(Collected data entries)
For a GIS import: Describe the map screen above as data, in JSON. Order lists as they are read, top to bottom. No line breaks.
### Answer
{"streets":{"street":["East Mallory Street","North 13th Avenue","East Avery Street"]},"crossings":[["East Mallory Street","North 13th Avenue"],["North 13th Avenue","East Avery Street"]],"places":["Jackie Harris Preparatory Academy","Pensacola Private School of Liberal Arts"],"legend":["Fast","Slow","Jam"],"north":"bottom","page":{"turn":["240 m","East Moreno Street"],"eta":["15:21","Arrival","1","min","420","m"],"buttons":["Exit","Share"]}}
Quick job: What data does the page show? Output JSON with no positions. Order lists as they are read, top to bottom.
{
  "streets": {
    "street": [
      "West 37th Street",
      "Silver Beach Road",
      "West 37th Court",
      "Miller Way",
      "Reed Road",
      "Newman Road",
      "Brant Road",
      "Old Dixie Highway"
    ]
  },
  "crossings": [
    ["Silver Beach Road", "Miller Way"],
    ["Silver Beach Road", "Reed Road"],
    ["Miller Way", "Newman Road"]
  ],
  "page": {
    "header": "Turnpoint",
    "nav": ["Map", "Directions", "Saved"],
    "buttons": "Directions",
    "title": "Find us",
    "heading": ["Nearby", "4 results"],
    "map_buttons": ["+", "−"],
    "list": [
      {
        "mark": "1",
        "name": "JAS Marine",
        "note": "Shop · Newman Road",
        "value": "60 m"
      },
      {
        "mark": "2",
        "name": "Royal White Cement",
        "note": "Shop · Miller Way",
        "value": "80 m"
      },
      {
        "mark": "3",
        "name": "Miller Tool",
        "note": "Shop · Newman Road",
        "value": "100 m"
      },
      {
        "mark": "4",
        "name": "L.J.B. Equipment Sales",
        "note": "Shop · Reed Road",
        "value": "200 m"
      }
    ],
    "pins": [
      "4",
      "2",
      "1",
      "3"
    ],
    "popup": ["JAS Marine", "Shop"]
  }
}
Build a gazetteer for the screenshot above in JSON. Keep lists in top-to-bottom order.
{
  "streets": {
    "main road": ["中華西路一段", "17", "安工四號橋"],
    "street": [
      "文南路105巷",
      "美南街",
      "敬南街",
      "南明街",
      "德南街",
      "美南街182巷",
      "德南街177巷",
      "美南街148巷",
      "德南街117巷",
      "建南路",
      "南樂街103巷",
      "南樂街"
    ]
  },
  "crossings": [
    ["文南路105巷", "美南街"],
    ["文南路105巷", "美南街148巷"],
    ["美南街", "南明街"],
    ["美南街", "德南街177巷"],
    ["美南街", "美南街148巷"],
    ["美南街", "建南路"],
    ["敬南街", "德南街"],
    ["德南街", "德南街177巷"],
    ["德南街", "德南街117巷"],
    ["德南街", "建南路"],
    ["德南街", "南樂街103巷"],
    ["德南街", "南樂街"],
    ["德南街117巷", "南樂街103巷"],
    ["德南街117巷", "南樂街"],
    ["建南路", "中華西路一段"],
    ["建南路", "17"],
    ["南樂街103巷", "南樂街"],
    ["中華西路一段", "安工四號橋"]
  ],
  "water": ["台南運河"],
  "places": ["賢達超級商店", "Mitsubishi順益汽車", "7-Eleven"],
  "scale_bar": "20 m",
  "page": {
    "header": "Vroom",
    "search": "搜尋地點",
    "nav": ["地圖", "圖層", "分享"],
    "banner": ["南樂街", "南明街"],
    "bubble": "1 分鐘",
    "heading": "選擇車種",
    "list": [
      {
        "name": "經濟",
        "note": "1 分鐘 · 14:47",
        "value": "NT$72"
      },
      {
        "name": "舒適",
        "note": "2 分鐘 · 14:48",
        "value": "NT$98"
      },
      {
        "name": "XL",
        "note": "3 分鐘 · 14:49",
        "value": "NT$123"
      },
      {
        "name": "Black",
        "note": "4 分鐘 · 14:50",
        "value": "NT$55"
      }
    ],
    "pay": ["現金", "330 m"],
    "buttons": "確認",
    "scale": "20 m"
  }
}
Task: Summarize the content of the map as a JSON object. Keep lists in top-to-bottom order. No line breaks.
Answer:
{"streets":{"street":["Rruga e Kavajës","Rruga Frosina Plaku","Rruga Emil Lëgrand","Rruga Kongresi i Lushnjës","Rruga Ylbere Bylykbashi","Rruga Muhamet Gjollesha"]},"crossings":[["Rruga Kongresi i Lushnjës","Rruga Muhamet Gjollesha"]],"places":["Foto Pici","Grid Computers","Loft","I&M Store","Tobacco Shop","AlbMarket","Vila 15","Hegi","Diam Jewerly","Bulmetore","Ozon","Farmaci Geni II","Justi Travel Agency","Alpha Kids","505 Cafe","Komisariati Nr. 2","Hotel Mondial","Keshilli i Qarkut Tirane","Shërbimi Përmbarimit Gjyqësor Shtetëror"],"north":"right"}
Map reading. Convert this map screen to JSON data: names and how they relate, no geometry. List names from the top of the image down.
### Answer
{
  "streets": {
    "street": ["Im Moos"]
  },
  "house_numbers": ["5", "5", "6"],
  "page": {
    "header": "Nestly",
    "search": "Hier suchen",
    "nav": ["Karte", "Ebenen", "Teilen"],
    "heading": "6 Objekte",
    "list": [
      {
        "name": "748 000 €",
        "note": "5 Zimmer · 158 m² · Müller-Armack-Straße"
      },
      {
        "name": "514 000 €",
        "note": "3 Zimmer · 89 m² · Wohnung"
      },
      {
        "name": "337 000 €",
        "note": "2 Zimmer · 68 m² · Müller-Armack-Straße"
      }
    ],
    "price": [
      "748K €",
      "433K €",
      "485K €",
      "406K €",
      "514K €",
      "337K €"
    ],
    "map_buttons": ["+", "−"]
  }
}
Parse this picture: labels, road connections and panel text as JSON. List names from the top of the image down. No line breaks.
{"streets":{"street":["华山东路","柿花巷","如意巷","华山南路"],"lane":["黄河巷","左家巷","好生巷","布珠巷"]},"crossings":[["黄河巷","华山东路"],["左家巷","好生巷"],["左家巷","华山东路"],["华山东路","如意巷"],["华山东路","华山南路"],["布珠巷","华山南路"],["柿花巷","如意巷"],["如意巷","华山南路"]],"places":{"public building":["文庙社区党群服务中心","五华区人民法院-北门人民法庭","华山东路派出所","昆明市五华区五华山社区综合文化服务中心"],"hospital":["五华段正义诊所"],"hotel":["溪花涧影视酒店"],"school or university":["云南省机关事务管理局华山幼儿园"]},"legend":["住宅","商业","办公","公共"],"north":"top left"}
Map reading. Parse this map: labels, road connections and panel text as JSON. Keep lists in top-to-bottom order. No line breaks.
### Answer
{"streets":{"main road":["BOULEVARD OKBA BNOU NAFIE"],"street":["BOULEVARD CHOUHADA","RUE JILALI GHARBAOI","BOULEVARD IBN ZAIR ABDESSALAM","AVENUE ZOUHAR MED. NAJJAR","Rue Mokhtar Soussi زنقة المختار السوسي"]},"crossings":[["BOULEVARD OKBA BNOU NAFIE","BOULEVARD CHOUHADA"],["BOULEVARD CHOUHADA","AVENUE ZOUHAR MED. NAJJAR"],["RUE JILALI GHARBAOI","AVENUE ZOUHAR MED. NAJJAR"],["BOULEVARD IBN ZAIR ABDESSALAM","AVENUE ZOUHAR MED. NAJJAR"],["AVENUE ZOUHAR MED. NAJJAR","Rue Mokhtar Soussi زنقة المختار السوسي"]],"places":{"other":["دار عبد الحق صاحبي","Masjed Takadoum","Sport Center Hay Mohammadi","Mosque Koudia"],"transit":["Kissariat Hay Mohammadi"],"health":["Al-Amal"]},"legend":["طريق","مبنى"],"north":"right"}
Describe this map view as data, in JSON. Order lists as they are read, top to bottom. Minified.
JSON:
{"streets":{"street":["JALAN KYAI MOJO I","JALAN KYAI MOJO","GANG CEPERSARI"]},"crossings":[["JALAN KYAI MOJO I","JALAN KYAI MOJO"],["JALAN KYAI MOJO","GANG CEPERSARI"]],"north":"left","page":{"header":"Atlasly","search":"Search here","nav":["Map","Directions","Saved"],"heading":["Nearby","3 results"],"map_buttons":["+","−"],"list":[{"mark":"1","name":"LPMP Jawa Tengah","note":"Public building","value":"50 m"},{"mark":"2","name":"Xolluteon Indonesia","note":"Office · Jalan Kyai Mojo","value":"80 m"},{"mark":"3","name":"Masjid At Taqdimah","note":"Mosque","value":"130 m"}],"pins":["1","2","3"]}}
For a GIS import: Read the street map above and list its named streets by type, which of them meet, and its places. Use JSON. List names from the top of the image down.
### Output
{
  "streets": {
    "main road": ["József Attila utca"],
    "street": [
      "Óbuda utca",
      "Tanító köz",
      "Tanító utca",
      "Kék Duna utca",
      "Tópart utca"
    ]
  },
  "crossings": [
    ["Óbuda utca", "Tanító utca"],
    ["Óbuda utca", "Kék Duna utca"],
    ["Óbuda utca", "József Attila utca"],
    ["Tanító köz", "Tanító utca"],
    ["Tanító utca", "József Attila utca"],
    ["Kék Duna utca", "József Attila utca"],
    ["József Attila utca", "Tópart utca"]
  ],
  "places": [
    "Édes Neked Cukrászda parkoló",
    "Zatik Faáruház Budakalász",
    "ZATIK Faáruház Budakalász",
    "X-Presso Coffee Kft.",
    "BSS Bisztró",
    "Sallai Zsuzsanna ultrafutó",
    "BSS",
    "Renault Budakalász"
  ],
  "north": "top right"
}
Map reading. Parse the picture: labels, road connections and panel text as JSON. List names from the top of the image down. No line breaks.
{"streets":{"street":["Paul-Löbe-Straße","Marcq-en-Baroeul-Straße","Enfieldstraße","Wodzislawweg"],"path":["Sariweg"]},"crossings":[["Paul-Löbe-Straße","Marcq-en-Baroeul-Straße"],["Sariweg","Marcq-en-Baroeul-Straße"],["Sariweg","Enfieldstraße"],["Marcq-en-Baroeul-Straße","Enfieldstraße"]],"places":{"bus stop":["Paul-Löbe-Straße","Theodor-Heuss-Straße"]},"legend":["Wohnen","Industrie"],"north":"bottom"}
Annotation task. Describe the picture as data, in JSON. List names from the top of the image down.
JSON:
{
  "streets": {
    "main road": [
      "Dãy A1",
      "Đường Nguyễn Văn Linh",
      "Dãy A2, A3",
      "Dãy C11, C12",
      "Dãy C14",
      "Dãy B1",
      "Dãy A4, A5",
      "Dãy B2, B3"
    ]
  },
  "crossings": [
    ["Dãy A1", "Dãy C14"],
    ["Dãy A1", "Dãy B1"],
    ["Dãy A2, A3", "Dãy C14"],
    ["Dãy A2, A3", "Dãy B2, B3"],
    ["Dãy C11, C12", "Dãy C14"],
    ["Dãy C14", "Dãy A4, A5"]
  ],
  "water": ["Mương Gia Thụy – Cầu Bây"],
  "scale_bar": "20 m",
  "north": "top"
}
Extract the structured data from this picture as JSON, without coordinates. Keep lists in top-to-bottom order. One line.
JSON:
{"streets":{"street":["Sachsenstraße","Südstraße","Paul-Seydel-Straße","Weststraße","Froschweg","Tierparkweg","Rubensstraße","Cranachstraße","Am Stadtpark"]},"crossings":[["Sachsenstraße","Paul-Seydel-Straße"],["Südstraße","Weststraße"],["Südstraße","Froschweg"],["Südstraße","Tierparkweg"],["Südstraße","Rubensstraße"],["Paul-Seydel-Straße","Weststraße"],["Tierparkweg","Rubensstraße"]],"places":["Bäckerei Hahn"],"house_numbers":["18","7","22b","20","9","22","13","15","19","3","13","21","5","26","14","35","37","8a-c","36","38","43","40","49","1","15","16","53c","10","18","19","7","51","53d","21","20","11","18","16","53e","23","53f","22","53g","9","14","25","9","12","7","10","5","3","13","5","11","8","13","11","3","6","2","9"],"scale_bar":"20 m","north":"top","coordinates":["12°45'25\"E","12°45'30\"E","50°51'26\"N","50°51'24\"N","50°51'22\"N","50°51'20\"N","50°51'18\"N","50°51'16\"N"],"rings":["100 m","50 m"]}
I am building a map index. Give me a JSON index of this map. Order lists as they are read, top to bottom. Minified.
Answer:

# About this exercise
List the lines of the records where "import" occurs.

# Response for this exercise
For a GIS import: Describe the map screen above as data, in JSON. Order lists as they are read, top to bottom. No line breaks.
For a GIS import: Read the street map above and list its named streets by type, which of them meet, and its places. Use JSON. List names from the top of the image down.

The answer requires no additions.